The Case for College
The apostle Paul exhorts Christians to “destroy arguments and every lofty opinion raised against the knowledge of God, and take every thought captive” for Christ.4 He further warns us, “See to it that no one takes you captive by philosophy and empty deceit”.5 Take every thought captive. Let no one take you captive.6 In order to survive in the twenty-first-century assault of deceptive ideas, the church must take on the tough questions of skeptics and respond with an encompassing, compelling Christian worldview. What setting is better suited for dialogue on these questions and acquisition of skills relevant to engaging our culture than the college campus? If I am willing, my college campus may serve as both my mission field and my training ground in the realm of ideas.
Along with Paul’s charge, I must face another command from Jesus Himself, “You shall love the Lord your God . . . with all your mind”.7 Could it be that my counselor from the math department is at least partially correct, that fulfilling this mandate may include developing my mind through my college education? Loving God with the mind may include disciplining oneself to read difficult books. It may involve developing a skill or attending a Bible institute. And for many young Anabaptists, it should certainly include continuing formal education by attending college.
The Cautious Way Forward
So how does a high school senior move forward, unafraid yet aware of the challenges that await on his local college campus? First, I contend that most of the so-called “Christian” young people who walk away from their faith in college never had a settled personal faith in Christ in the first place. The best way to prepare for college is to grow in your understanding of the faith now. This includes developing consistent habits of spiritual disciplines – prayer, personal Bible study, accountability, church fellowship, evangelism – and receiving training in Christian apologetics by reading books or attending seminars. Many young people would benefit from an extended period of study at a Bible institute. A firm foundation in the Christian faith not only provides answers to difficult questions, but also gives students a framework from which they can engage new challenges.
Apart from a well-grounded faith, the single greatest asset for a Christian college student is the local church. On my college campus, I have witnessed a professing Christian freshman struggle to plug into a local church, church-hop for a time, then slowly assimilate into the culture of his fellow students. Another friend entered the same college with a fledgling faith, yet found a strong local Christian community and submitted himself to accountability and consistent involvement with the church; his walk with Jesus has deepened and thrived in a hostile environment. Jesus has chosen the fellowship of the local church as the way for His followers to continue encouraging one another in faithful discipleship. If you are in college and care about your commitment to Christ, then you must begin to view your local church not as another inconvenient claim upon your time and energy, but as an essential accountability structure for your faith and a safe haven to ask questions and receive counsel. If you are an older member of the church, do your best to provide these things for the college students in your midst. Young people will thrive in college not by blazing their own trail, but by continuing in the counsel and warning of the faithful who have gone before.
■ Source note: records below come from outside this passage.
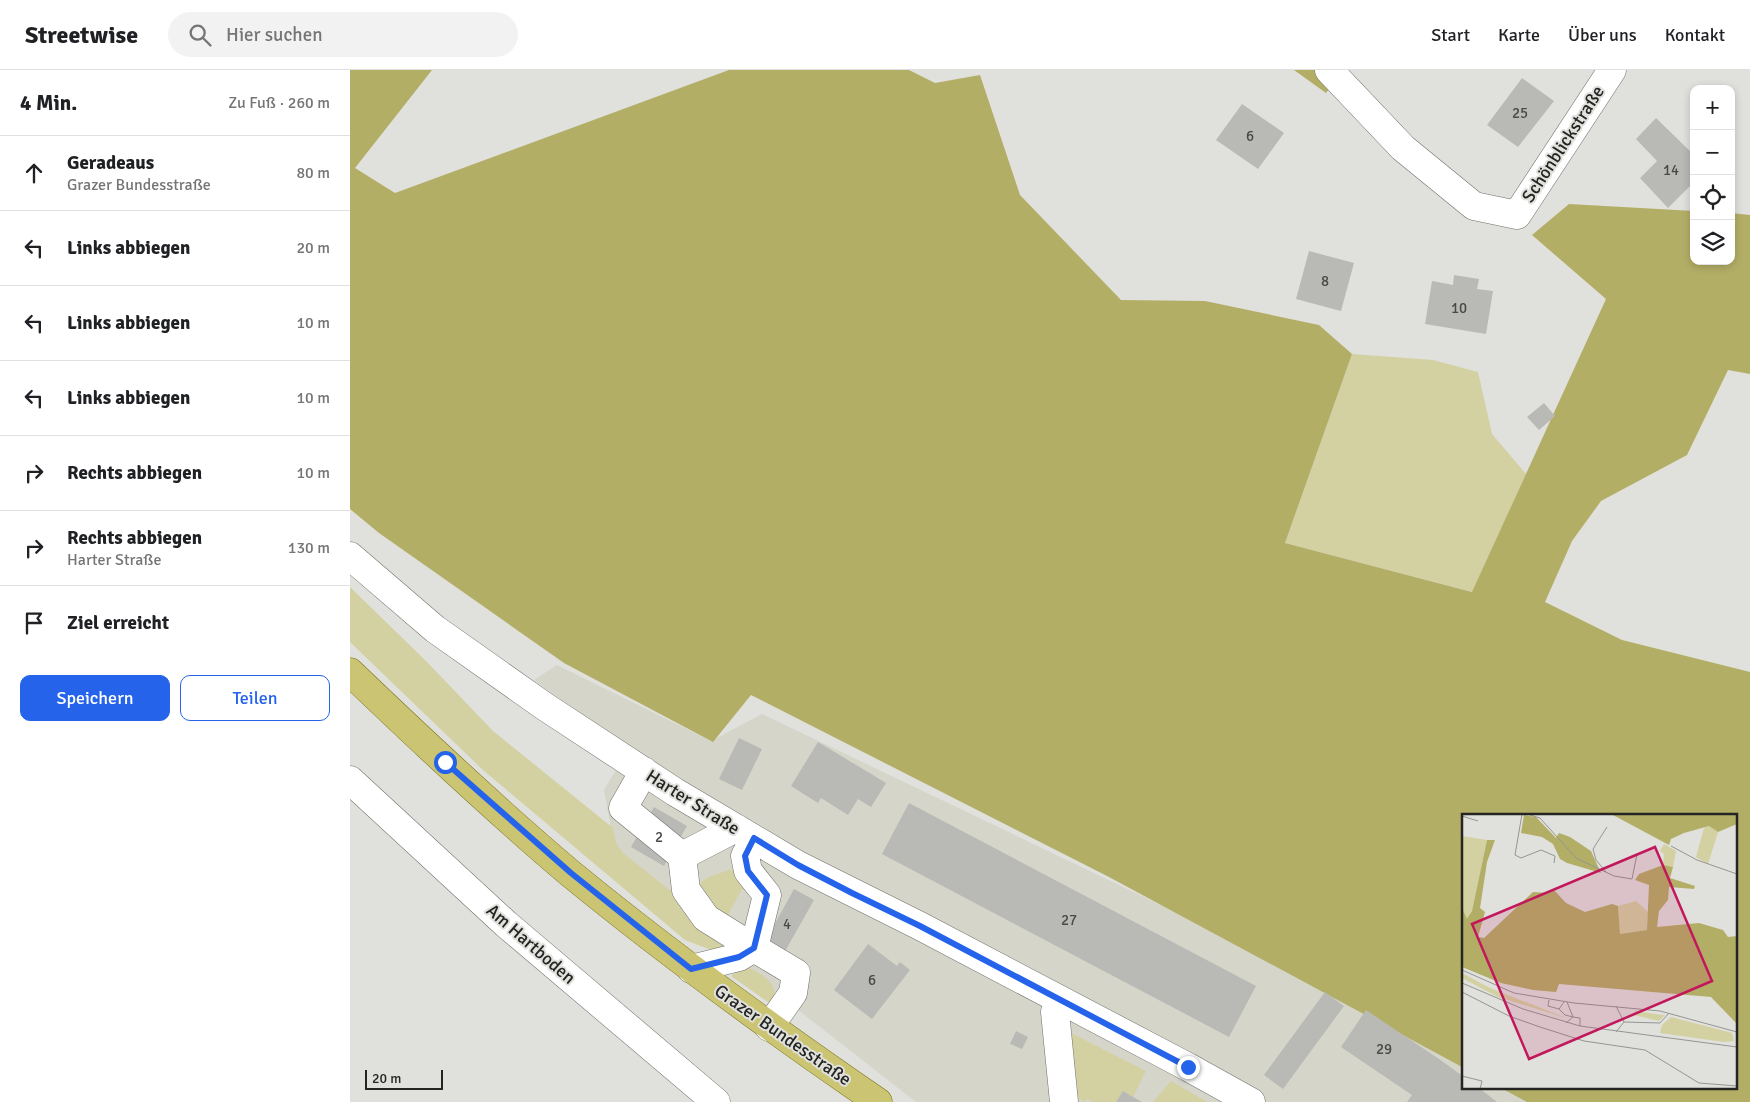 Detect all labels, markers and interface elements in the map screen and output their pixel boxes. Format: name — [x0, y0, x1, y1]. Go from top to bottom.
search box — [168, 12, 518, 57]
text: Streetwise — [25, 20, 138, 50]
icon: search — [186, 21, 214, 49]
text: Hier suchen — [226, 23, 323, 47]
text: Start — [1431, 24, 1470, 46]
text: Karte — [1498, 24, 1540, 46]
text: Über uns — [1568, 24, 1637, 46]
text: Kontakt — [1665, 24, 1725, 46]
street label: Schönblickstraße — [1517, 82, 1609, 206]
map controls — [1690, 85, 1735, 265]
button: + — [1690, 85, 1735, 130]
text: 4 Min. — [20, 90, 77, 116]
text: Zu Fuß · 260 m — [228, 93, 330, 113]
house number: 25 — [1512, 104, 1528, 122]
house number: 6 — [1246, 127, 1254, 145]
button: − — [1690, 130, 1735, 175]
text: Geradeaus — [67, 151, 154, 175]
icon: ahead — [20, 159, 48, 187]
house number: 14 — [1663, 161, 1679, 179]
text: 80 m — [296, 163, 330, 183]
text: Grazer Bundesstraße — [67, 175, 211, 195]
button: locate — [1690, 175, 1735, 220]
button: layers — [1690, 220, 1735, 265]
icon: left — [20, 234, 48, 262]
text: Links abbiegen — [67, 236, 190, 260]
text: 20 m — [296, 238, 330, 258]
house number: 8 — [1321, 272, 1329, 290]
house number: 10 — [1451, 299, 1467, 317]
icon: left — [20, 309, 48, 337]
text: Links abbiegen — [67, 311, 190, 335]
text: 10 m — [296, 313, 330, 333]
icon: left — [20, 384, 48, 412]
text: Links abbiegen — [67, 386, 190, 410]
text: 10 m — [296, 388, 330, 408]
icon: right — [20, 459, 48, 487]
text: Rechts abbiegen — [67, 461, 202, 485]
text: 10 m — [296, 463, 330, 483]
text: Rechts abbiegen — [67, 526, 202, 550]
icon: right — [20, 534, 48, 562]
text: 130 m — [288, 538, 330, 558]
text: Harter Straße — [67, 550, 161, 570]
icon: arrive — [20, 609, 48, 637]
text: Ziel erreicht — [67, 611, 169, 635]
button: Speichern — [20, 675, 170, 721]
button: Teilen — [180, 675, 330, 721]
route start — [434, 751, 457, 774]
street label: Harter Straße — [642, 765, 744, 839]
inset map — [1462, 814, 1738, 1090]
house number: 2 — [655, 828, 663, 846]
street label: Am Hartboden — [482, 899, 580, 989]
house number: 27 — [1061, 911, 1077, 929]
house number: 4 — [783, 915, 791, 933]
house number: 6 — [868, 971, 876, 989]
street label: Grazer Bundesstraße — [710, 980, 856, 1090]
house number: 29 — [1376, 1040, 1392, 1058]
route end — [1177, 1056, 1200, 1079]
scale bar — [365, 1067, 442, 1090]
text: 20 m — [372, 1070, 401, 1087]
In response to the self-appointed counselors in my life, I can benefit from the advice of both – and I need the admonitions of both. I must live in the balance of neither fearing the stretching of my mind nor basing my societal value on my college degree or lack thereof. I acknowledge the dangers and welcome accountability from the community of believers, and I encourage other youth to challenge the Anabaptist status quo when it comes to education by taking a step of faith and enrolling at their local college. In my academic pursuits, as in every other area of my life, I resolve to honor God to the best of my ability before a watching world. Will you, as fellow Christian college students or simply as lovers of God with your mind, do the same?
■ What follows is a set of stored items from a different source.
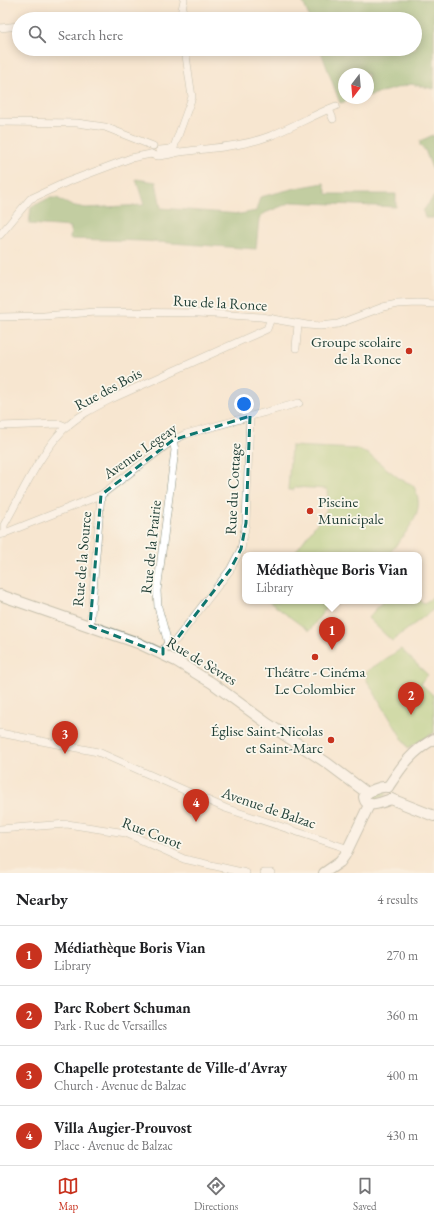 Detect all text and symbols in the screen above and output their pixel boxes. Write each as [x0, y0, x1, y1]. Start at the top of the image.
search box [12, 12, 422, 56]
icon: search [26, 23, 48, 45]
text: Search here [58, 25, 123, 44]
north arrow [338, 68, 374, 104]
street label: Rue de la Ronce [173, 291, 268, 314]
place label: Groupe scolaire de la Ronce [311, 332, 401, 368]
marker: Groupe scolaire de la Ronce [404, 346, 414, 356]
street label: Rue des Bois [71, 363, 145, 414]
your location [234, 394, 254, 414]
street label: Avenue Legeay [98, 418, 181, 483]
street label: Rue du Cottage [221, 442, 244, 535]
place label: Piscine Municipale [318, 492, 384, 528]
street label: Rue de la Prairie [136, 499, 165, 595]
marker: Piscine Municipale [305, 506, 315, 516]
street label: Rue de la Source [68, 510, 95, 607]
popup [242, 552, 422, 604]
text: Médiathèque Boris Vian [256, 560, 408, 579]
text: Library [256, 579, 293, 596]
pin: 1 [319, 617, 345, 650]
street label: Rue de Sèvres [164, 632, 241, 689]
marker: Théâtre - Cinéma Le Colombier [310, 652, 320, 662]
place label: Théâtre - Cinéma Le Colombier [264, 662, 366, 698]
pin: 2 [398, 682, 424, 715]
pin: 3 [52, 721, 78, 754]
place label: Église Saint-Nicolas et Saint-Marc [211, 721, 323, 757]
marker: Église Saint-Nicolas et Saint-Marc [326, 735, 336, 745]
street label: Avenue de Balzac [218, 782, 319, 833]
pin: 4 [183, 789, 209, 822]
street label: Rue Corot [120, 812, 185, 853]
text: Nearby [16, 888, 68, 910]
text: 4 results [377, 891, 418, 908]
text: Médiathèque Boris Vian [54, 938, 206, 957]
text: 1 [26, 947, 32, 964]
text: 270 m [387, 947, 418, 964]
text: Library [54, 957, 91, 974]
text: Parc Robert Schuman [54, 998, 191, 1017]
text: 2 [26, 1007, 32, 1024]
text: 360 m [387, 1007, 418, 1024]
text: Park · Rue de Versailles [54, 1017, 167, 1034]
text: Chapelle protestante de Ville-d'Avray [54, 1058, 287, 1077]
text: 3 [26, 1067, 32, 1084]
text: 400 m [387, 1067, 418, 1084]
text: Church · Avenue de Balzac [54, 1077, 186, 1094]
text: Villa Augier-Prouvost [54, 1118, 192, 1137]
text: 4 [26, 1127, 32, 1144]
text: 430 m [387, 1127, 418, 1144]
text: Place · Avenue de Balzac [54, 1137, 173, 1154]
tab: Map [57, 1175, 79, 1213]
tab: Directions [194, 1175, 238, 1213]
tab: Saved [353, 1175, 377, 1213]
|Seth Lehman loves God, his bride, and cities, in that order. He and his wife, Heather, live in Bloomington, Indiana, where they frequent the coffee shops, sell at farmers’ markets, and seek to share God’s love with their friends and neighbors. Seth is a graduate student studying mathematics and working as a tutor at Indiana University, and he enjoys gardening, playing piano, and reading in his spare time.
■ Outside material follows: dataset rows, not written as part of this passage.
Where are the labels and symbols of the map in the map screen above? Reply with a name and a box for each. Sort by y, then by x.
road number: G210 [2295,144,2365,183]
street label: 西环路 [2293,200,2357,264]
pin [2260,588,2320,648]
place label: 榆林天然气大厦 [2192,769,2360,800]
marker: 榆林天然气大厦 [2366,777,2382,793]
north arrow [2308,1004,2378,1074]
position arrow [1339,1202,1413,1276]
1. “Christian Youth In America Are Leaving the Church”. CrossExamined. Accessed 6 August 2016.
3. “College Hookup Culture: Myth or Fact?” Campus Explorer. Accessed 6 August 2016.
4. 2 Corinthians 10:5. The Holy Bible, ESV. Crossway: Wheaton, IL. 2005.
5. Colossians 2:8, ESV.
6. These are points used by John Stonestreet in, “Entertainment and the Christian” (lecture). The Summit Lecture Series. Summit Ministries: Manitou Springs, CO. 2008.
7. Matthew 22:37, ESV.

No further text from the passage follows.